Jungwoo
Jungwoo

Reputation: 23

MPI_GATHERV (Fortran) to create a new 2D matrix from 2D sub matrices

I am trying to gather sub-2D arrays, which have different numbers of rows but have the same numbers of columns, into a global 2D array. For example, assuming to use 2 MPI processes, the first process (i.e., rank == 0) has:

local = [11,12,13,14]

, and the second process (i.e., rank == 1) has:

local = [21,22,23,24
         31,32,33,34]

Then, I want to concatenate these two arrays into one 2D array as:

global = [11,12,13,14
          21,22,23,24
          31,32,33,34]

Since each "local" array has a different number of rows, I (may) want to use mpi_gatherv (or mpi_allgatherv). I found identical problems here: Using Gatherv for 2d Arrays in Fortran and Using MPI_gatherv to create a new matrix from other smaller matrices, but I still don't quite understand. So, please teach me. Here is my example code:

program main
use mpi
implicit none
   
integer :: i, j
integer :: rank, npro, ierr
integer, allocatable :: local(:,:)
integer, allocatable :: global(:,:), displs(:), counts(:)
integer :: loc_size(2), glob_size(2), starts(2) 
integer :: newtype, int_size, resizedtype
integer(kind=MPI_ADDRESS_KIND) :: extent, begin
! End of local variables ==================================================!

call MPI_Init(ierr)
call MPI_Comm_rank(MPI_COMM_WORLD, rank, ierr)
call MPI_Comm_size(MPI_COMM_WORLD, npro, ierr)

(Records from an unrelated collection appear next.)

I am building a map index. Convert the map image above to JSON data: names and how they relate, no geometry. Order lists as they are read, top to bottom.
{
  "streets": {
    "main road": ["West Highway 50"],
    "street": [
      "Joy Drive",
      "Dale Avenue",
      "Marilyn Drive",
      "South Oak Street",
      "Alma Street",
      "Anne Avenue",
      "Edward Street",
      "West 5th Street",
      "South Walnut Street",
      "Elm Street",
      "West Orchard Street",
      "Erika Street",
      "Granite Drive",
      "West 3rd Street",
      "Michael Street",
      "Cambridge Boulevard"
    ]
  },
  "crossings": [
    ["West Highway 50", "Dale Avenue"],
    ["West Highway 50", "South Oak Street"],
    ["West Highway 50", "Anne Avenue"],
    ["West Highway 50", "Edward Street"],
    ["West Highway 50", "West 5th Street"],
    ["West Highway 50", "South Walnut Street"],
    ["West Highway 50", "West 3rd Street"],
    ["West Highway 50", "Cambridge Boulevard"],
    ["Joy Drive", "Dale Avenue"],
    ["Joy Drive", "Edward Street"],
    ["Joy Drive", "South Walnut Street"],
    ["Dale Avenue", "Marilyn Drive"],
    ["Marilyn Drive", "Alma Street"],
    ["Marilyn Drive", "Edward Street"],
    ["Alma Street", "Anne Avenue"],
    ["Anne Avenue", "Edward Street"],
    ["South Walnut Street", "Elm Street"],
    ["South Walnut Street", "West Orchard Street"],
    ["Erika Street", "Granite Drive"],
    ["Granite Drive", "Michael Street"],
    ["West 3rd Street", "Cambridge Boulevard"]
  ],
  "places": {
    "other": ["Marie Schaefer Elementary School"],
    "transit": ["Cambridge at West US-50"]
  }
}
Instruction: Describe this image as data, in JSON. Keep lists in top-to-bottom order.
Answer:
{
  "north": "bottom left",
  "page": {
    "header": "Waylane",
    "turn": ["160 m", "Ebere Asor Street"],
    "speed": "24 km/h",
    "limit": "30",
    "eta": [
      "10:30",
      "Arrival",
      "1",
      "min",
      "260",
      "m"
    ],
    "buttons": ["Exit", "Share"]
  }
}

! I will set local 2D arrays as: [1,4] for rank #0, and [2,4] for rank #1
! then, the global 2D array will be [3,4] (assuming I use 2 processes)
loc_size  = [rank+1,4]      ! [1,4], [2,4]
glob_size = [3,4]           ! I will use npro = 2

! allocate local and global arrays
allocate(local(loc_size(1),   loc_size(2))) ! [1,4], [2,4]
allocate(global(glob_size(1), glob_size(2)))! [3,4] ! if npro = 2

! set "local" array
!       rank = 0: [11, 12, 13, 14]
!       rank = 1: [21, 22, 23, 24
!                  31, 32, 33, 34]
if(rank == 0) then
   do j=1,4
      local(1,j) = 10 + j ! [11,12,13,14]
   end do
else if(rank == 1) then
   do i=1,2
      do j=1,4
         local(i,j) = (i+1)*10 + j ! [21,22,23,24; 31,32,33,34]
      end do
   end do
end if


! create a 2D subarray and set as "newtype" 
starts    = [0,0]              ! array start location
call MPI_Type_create_subarray(2, glob_size, loc_size, starts, &
&                             MPI_ORDER_FORTRAN, MPI_INTEGER, &
&                             newtype, ierr)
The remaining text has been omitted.